(Extracted records)
------------------------------------------------------------
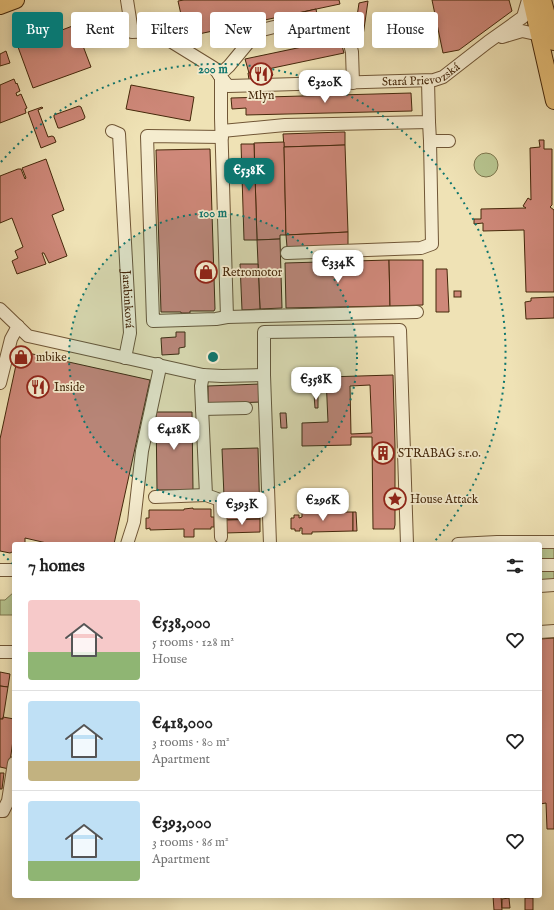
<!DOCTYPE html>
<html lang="en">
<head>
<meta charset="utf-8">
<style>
	body { margin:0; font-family:"IM FELL English",serif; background:#f6f6f6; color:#222; height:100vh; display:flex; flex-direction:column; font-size:15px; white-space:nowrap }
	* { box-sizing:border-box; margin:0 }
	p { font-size:13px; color:#767676 }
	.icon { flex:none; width:22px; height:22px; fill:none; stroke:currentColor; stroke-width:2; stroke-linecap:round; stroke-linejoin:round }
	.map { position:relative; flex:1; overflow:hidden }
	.sheet { position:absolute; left:12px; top:542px; width:530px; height:356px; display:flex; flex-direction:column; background:#fff; border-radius:4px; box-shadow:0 2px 10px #0003 }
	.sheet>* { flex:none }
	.top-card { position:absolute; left:12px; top:12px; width:530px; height:36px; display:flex; gap:8px }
	.price { position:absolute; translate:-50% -34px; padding:0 9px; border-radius:8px; background:#fff; color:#222; font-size:13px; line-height:26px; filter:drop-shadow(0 1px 2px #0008) }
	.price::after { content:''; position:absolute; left:50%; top:24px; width:12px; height:9px; margin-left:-6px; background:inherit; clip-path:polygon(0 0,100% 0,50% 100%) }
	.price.on { background:#0f766e; color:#fff }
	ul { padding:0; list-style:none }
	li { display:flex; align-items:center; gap:12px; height:100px; padding:0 16px }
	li+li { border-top:1px solid #e0e0e0 }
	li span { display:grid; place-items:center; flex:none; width:112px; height:80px; border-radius:4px; color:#555 }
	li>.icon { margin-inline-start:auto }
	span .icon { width:48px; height:48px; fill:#fffc; stroke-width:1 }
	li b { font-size:17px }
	h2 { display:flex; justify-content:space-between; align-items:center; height:48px; padding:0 16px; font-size:17px }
	.chip { padding:0 14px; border-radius:4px; background:#fff; box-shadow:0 2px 10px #0003; font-size:14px; line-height:36px }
	.chip.on { background:#0f766e; color:#fff }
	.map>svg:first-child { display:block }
</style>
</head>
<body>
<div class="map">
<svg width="554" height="910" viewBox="0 0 554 910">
	<rect width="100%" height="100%" fill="#efe2b5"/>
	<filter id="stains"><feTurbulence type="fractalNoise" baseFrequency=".005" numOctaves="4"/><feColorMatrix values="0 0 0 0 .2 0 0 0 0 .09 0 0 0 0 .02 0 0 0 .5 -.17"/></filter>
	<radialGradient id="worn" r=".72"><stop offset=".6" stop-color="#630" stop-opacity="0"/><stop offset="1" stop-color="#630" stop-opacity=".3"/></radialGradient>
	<g fill="#b7c48f" stroke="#7e764d">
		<circle cx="486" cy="165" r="12"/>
		<rect x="540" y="548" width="14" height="33"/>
		<path d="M14 592V615H0V600H5Z"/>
	</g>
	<g fill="#ce8879" stroke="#45280b" fill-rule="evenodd">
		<path d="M184 0H339L340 4 194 35 192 26 184 28 178 1Z"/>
		<path d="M432 0H509L512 11 459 50 443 53Z"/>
		<path d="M368 1 363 36 354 37 359 3Z"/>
		<path d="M316 9 318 20 301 23 299 13Z"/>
		<path d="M337 16 339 28 304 35 301 23Z"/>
		<path d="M75 25 91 67 33 88 18 47Z"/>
		<path d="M230 27 233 43 230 48 228 46 225 32 214 34 213 30Z"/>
		<path d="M340 39 344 53 249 73 245 59Z"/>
		<path d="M6 51 10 63 0 66V54Z"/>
		<path d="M270 69 273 75 270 78 269 77 249 80 248 73Z"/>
		<path d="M14 79 16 84 17 83 20 91 16 93 17 96 21 94 27 108 25 109 26 113 0 123V85Z"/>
		<path d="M131 85 194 97 190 121 126 109Z"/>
		<path d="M411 93 412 111 246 115V108L232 109 231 98Z"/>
		<path d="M79 106 81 107 85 117 84 119 60 128H58L54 117V115Z"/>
		<path d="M42 107 43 108 38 110 48 137 52 136 54 137 56 142 41 148 28 112Z"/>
		<path d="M343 132H345V145L284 147 283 134Z"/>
		<path d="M539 140H544V149H552V205L550 207 554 210V292H526L524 230 483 231V223L474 224V219H481V209L526 208 523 206 528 198 531 200 530 148 540 147Z"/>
		<path d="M284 142 286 235H280V239L257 240 254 143Z"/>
		<path d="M241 144H254L257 240H244Z"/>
		<path d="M345 145 348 232 286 235 284 147Z"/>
		<path d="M210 149 215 309 214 311H190V313H181V312H161L156 150Z"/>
		<path d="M46 159 64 210 52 215 67 256 49 263 44 253H42L46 264 17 274 12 261 18 258 15 251 23 247 12 218 0 223V176L18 169H21L25 179 26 178 22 168Z"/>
		<path d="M348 232V245L287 247 286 235Z"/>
		<path d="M280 239 282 308 260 309 257 240Z"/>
		<path d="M389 260 390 306 286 308 285 263Z"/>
		<path d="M389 260H423V305L390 306Z"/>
		<path d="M240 264H258L260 309 242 310Z"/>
		<path d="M436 269H447L449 312H436Z"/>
		<rect x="454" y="291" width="7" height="6"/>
		<path d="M554 297V318L526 319 525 302 531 301V298Z"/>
		<path d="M176 332H185V347L179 348V354L162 355 161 338 176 337Z"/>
		<path d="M19 351 150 380 114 544H51L25 538V544H14V551L10 553 0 551V439Z"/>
		<path d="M393 375 395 445V525L394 529H373L372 437H351V445L302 446V423L328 422 326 377ZM370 385 372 433 351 434 350 386Z"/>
		<path d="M260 384 261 402 208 404V386Z"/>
		<path d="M314 394H318V408H315Z"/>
		<path d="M156 412H192L193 490H157Z"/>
		<path d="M280 413H286L287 428H281Z"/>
		<path d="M258 448 260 519 225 520 222 449Z"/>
		<path d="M193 508V509H211V517H214V527H211V529H194V537H184V529L150 530V528L146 529V518H149V510H184V509Z"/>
		<path d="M302 512H353V531L312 532V534H302V528H300V531H295V529H291V518H294V515H299V518L302 517Z"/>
		<path d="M353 512H356L357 531H353Z"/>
		<path d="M260 519V532L225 533V520Z"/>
		<path d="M554 638V829H547L546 803 540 804V639Z"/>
		<path d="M0 672 10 674 8 687 0 686Z"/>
		<path d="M0 686 8 687 3 719H0Z"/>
		<path d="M3 717 14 719V733L9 769 0 767V719H3Z"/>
		<path d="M0 773H4L2 789H0Z"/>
		<path d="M493 896H501L502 910H494Z"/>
		<path d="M509 898 510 908H502V899Z"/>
		<rect x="525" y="898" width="8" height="12"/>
	</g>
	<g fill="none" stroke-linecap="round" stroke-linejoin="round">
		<g stroke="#705636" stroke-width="14">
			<g id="minor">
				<path id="s1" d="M127 0 132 32 154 31 214 68 228 86 434 80 443 77 488 42 523 17 528 0"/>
				<path d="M502 37 522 31 540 35"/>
				<path d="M219 75 229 66 248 43 250 33 282 25 291 30 300 41 347 32 352 52 353 83"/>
				<path d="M221 78V118L227 317"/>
				<path d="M429 122 430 141H449"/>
				<path id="s2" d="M112 131 119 134 130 333 125 358"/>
				<path d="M222 131 285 125 429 122 428 81"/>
				<path d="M222 137 147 136 153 321 216 319 227 317 417 312"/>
				<path d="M287 253 421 248 432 244 430 141"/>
				<path d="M0 309 28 336 203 375 222 376 264 375"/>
				<path d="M203 375 201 386 206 495 220 500 221 537"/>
				<path d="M0 383 11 339 18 326"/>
				<path d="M202 409 246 408"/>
				<path d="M155 497 206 495"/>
				<path d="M127 544 134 522 142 451 159 372 158 364"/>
				<path d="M270 544 264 375V332L400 330 407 544"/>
				<path d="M458 544 497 542H554"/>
				<path d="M540 565H554"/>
				<path d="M0 570H14"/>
				<path d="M540 586 554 585"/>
				<path d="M540 632 554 631"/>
				<path d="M0 652H14"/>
				<path d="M0 811H3L8 801 14 763"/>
			</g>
		</g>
		<g stroke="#45280b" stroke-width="18">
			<g id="major">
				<path d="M531 0 554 101"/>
				<path d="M543 0 554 42"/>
				<path d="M0 6 16 0"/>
			</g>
		</g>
		<use href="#minor" stroke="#f5eccf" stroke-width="12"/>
		<use href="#major" stroke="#e8c17a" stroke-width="16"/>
	</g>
	<circle cx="213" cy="357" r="144" fill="#0f766e" fill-opacity=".12"/>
	<g fill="none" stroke="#0f766e" stroke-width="2" stroke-dasharray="2 4">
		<circle cx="213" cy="357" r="144"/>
		<path d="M13 564A288 288 0 0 1 1 552M1 162A288 288 0 0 1 434 542"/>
	</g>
	<defs>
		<g id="restaurant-ring" transform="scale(1.15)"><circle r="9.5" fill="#f5eccf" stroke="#8f2418" stroke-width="1.5"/><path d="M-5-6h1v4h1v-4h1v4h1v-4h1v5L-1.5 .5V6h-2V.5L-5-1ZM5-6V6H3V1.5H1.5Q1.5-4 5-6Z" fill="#8f2418"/></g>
		<g id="shop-ring" transform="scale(1.15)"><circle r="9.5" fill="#f5eccf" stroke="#8f2418" stroke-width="1.5"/><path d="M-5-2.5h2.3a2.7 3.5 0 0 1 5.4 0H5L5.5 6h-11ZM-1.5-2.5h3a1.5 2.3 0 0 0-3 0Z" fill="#8f2418"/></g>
		<g id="building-ring" transform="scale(1.15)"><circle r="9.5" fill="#f5eccf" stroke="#8f2418" stroke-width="1.5"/><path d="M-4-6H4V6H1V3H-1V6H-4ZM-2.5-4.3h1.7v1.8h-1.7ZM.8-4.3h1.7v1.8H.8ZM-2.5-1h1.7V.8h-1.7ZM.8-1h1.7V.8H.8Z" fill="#8f2418"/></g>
		<g id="sight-ring" transform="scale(1.15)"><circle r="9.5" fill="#f5eccf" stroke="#8f2418" stroke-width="1.5"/><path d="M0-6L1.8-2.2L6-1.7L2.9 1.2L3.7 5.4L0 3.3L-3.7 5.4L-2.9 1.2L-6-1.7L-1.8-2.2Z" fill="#8f2418"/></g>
	</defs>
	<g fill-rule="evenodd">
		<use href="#restaurant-ring" x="261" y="74"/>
		<use href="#shop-ring" x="206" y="272"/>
		<use href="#shop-ring" x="21" y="357"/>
		<use href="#restaurant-ring" x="38" y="387"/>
		<use href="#building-ring" x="383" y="453"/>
		<use href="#sight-ring" x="395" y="499"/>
	</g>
	<g text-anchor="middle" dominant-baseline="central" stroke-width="3.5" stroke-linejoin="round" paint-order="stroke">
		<g font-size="12" fill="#45280b" stroke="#f5eccf">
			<text stroke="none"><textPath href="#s1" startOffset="342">Stará Prievozská</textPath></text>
			<text stroke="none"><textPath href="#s2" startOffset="173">Jarabinková</textPath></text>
		</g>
		<g font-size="12" fill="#45280b" stroke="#f5eccf" text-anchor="start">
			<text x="261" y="95" text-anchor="middle">Mlyn</text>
			<text x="222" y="272">Retromotor</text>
			<text x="36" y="357">mbike</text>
			<text x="54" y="387">Inside</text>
			<text x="398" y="453">STRABAG s.r.o.</text>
			<text x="410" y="499">House Attack</text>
		</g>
	</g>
	<circle cx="213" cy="357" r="6" fill="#0f766e" stroke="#f5eccf" stroke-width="2"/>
	<g font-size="12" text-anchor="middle" font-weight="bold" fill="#0f766e" stroke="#f5eccf" stroke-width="3.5" stroke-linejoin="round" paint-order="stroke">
		<text x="213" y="73">200 m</text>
		<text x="213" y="217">100 m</text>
	</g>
	<rect width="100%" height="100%" filter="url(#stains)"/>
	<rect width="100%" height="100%" fill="url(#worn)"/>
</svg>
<b class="price" style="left:325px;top:104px">€320K</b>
<b class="price on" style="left:249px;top:192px">€538K</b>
<b class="price" style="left:338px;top:284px">€334K</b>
<b class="price" style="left:316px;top:401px">€358K</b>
<b class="price" style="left:174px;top:451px">€418K</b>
<b class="price" style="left:323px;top:522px">€296K</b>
<b class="price" style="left:242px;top:526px">€393K</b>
<div class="top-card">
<a class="chip on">Buy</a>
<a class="chip">Rent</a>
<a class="chip">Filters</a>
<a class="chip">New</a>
<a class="chip">Apartment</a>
<a class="chip">House</a>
</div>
<section class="sheet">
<h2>7 homes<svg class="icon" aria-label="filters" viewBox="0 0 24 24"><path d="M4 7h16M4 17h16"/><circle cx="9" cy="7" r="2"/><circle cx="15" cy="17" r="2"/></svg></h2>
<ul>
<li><span style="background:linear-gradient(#f6c9c9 65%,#8fb573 0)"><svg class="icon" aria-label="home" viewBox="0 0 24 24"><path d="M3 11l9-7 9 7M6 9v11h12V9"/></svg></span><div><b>€538,000</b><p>5 rooms · 128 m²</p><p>House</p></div><svg class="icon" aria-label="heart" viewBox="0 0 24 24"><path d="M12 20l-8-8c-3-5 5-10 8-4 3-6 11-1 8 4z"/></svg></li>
<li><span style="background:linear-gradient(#bfe0f5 75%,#c2b280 0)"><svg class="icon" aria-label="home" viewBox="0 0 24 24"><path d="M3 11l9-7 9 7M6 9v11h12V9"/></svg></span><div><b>€418,000</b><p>3 rooms · 80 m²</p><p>Apartment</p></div><svg class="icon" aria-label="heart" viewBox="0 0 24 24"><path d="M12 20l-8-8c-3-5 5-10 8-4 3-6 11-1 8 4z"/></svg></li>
<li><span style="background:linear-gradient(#bfe0f5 75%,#8fb573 0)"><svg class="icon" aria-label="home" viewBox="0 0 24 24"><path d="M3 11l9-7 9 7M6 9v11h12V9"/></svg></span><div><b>€393,000</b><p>3 rooms · 86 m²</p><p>Apartment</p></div><svg class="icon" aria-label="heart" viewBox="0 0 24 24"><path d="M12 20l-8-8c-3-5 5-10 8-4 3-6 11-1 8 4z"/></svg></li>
</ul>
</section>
</div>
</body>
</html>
------------------------------------------------------------
* **Exercise brief**
Print once more, exactly, the lines that start at the top of the records above and end at the line with "flex:none; width:22px; height:22px;", skipping all pictures.

* **Solution for this task**
<!DOCTYPE html>
<html lang="en">
<head>
<meta charset="utf-8">
<style>
	body { margin:0; font-family:"IM FELL English",serif; background:#f6f6f6; color:#222; height:100vh; display:flex; flex-direction:column; font-size:15px; white-space:nowrap }
	* { box-sizing:border-box; margin:0 }
	p { font-size:13px; color:#767676 }
	.icon { flex:none; width:22px; height:22px; fill:none; stroke:currentColor; stroke-width:2; stroke-linecap:round; stroke-linejoin:round }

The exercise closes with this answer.